While the project came about because new technologies have reduced opportunities for work in Jaywick, Henaff’s initial curiosity was piqued by the provocation that a fully-automated future will not simply revolutionise work but remove it altogether.
“We define ourselves by the jobs we have. But do we have the right not to work?” Maël Henaff
Automation and the end of work appears in Graysha Audren's BA Textile Design project as she harnesses cutting-edge technology for Seamless: Woven Workwear for an Automated Future. She looks to the year 2100 when “manual labour is a thing of the past with universal basic income providing a new generation of leisure”.
Taking inspiration from the UK’s only 3D weaving machine which can weave 20 layers at a time Audren has designed a series of garments for a future world. Her resulting collection is nostalgia workwear created on 3D weaving machines, each one bespoke to fit the wearer.
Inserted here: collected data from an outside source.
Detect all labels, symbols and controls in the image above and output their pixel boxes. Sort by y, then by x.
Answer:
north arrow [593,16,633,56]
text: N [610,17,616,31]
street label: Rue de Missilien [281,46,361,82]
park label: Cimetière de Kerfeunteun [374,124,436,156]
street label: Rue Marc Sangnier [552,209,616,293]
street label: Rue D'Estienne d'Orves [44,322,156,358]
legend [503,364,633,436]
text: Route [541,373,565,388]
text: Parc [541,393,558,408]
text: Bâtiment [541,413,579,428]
Her interest in technological innovation stems from the problem of waste in the current fashion system. In garment production 6-25% of the fabric is wasted in off-cuts and 73% of all textiles produced end up in landfills or incinerated. Audren's approach is to reform the system with the advent of seamless woven garments.
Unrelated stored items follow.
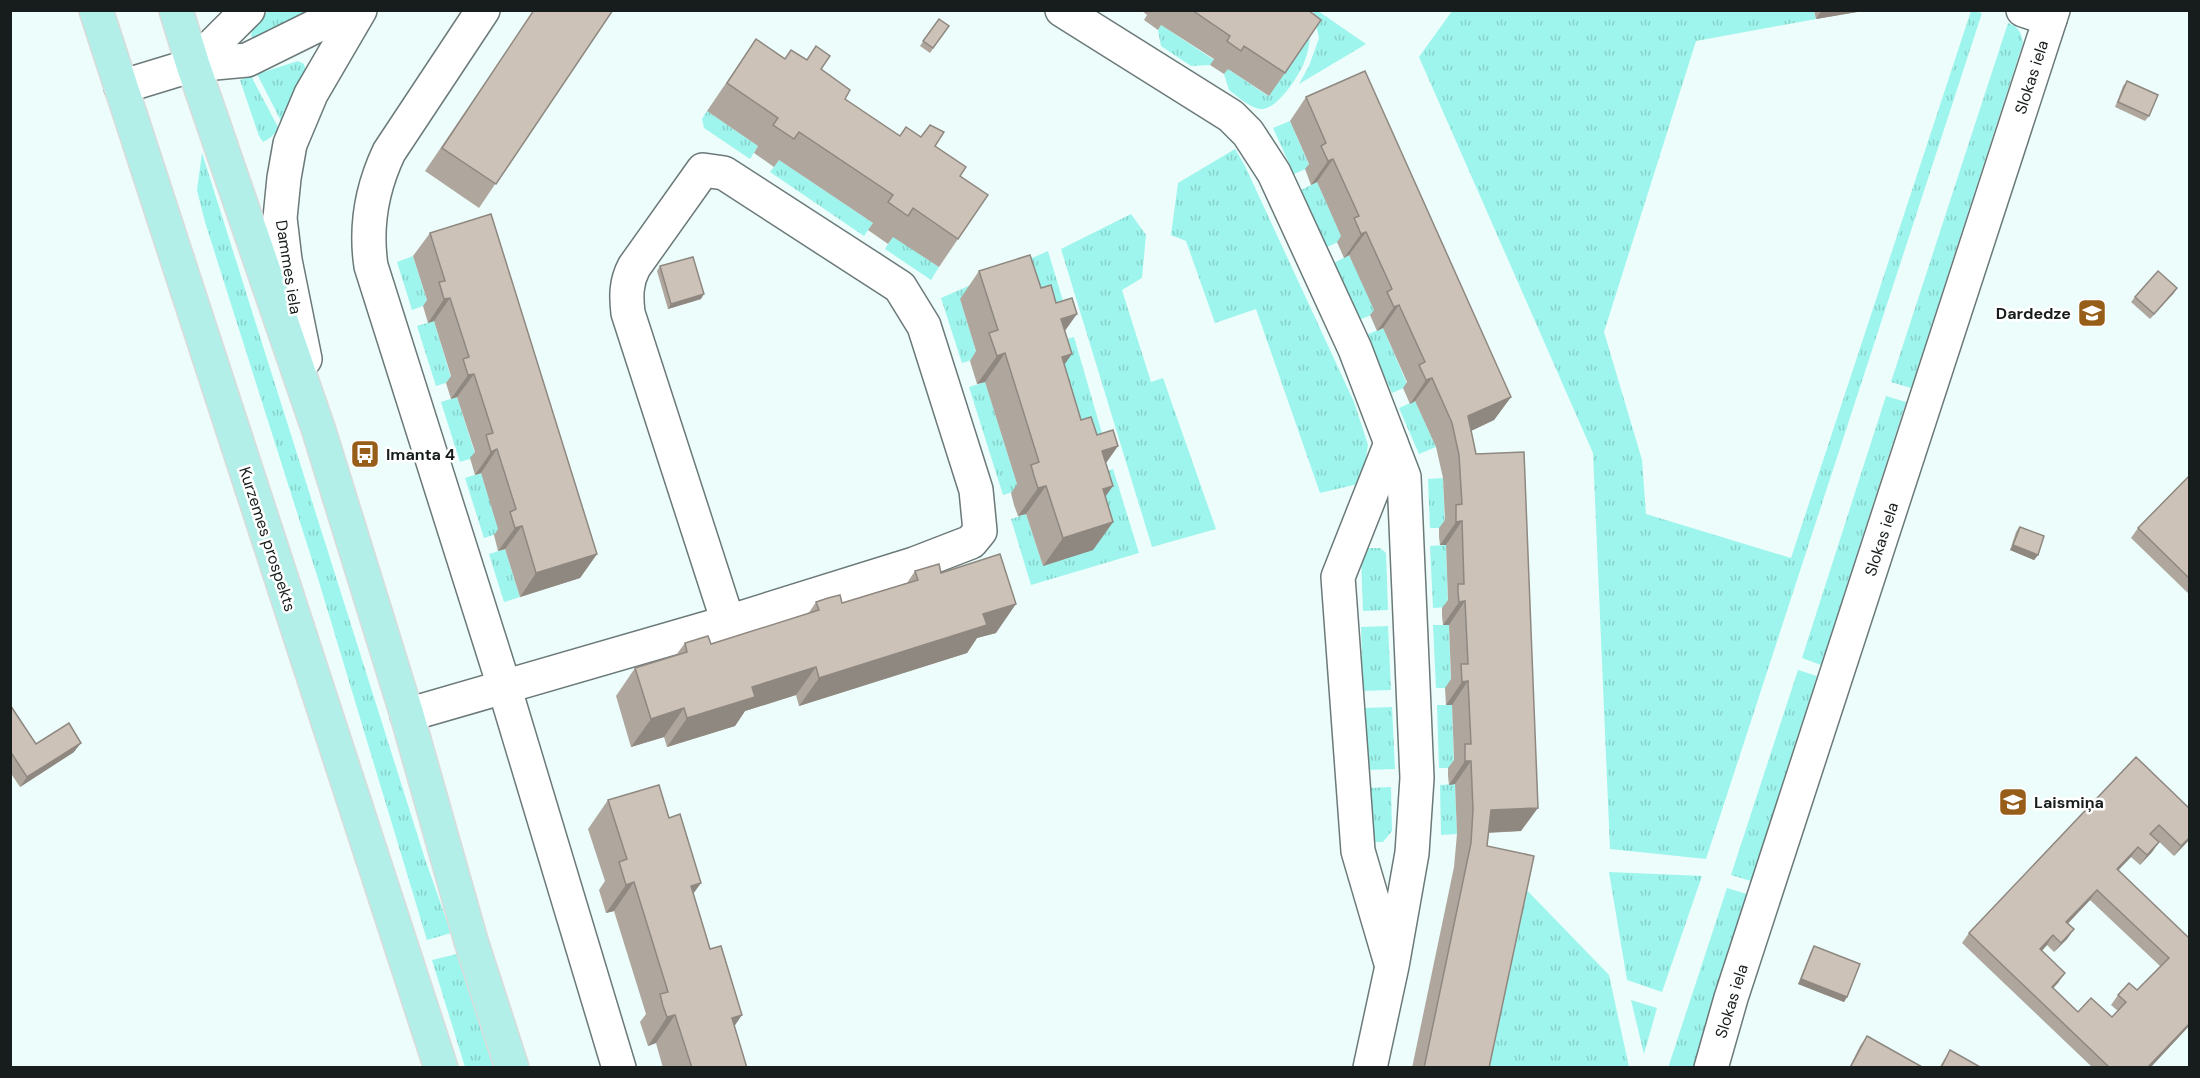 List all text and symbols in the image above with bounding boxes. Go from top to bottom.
street label: Slokas iela [2010,38,2053,117]
street label: Dammes iela [271,219,306,316]
school or university icon: Dardedze [2076,297,2108,329]
place label: Dardedze [1996,303,2071,324]
bus stop icon: Imanta 4 [349,438,381,470]
place label: Imanta 4 [386,444,455,465]
street label: Kurzemes prospekts [234,464,301,614]
street label: Slokas iela [1860,500,1903,579]
school or university icon: Laismiņa [1997,786,2029,818]
place label: Laismiņa [2034,792,2104,813]
street label: Slokas iela [1710,961,1753,1041]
“So many efforts have been put into making fast fashion immoral but we continue to buy it. This moral righteousness doesn’t work. The only thing that will work is persuading people with money and efficiency; if you can provide a sustainable item that’s good for the company that manufactures it in terms of profit as well as it being sustainable. That’s the win-win.” Graysha Audren
Maël Henaff was nominated for the MullenLowe NOVA Awards and Graysha Audren won a commendation in the LVMH Green Trail. Both projects were exhibited in Show Two: Design at Central Saint Martins, 19-23 June and can be seen in Designing in Turbulent Times at the Lethaby Gallery, 14 September – 27 October.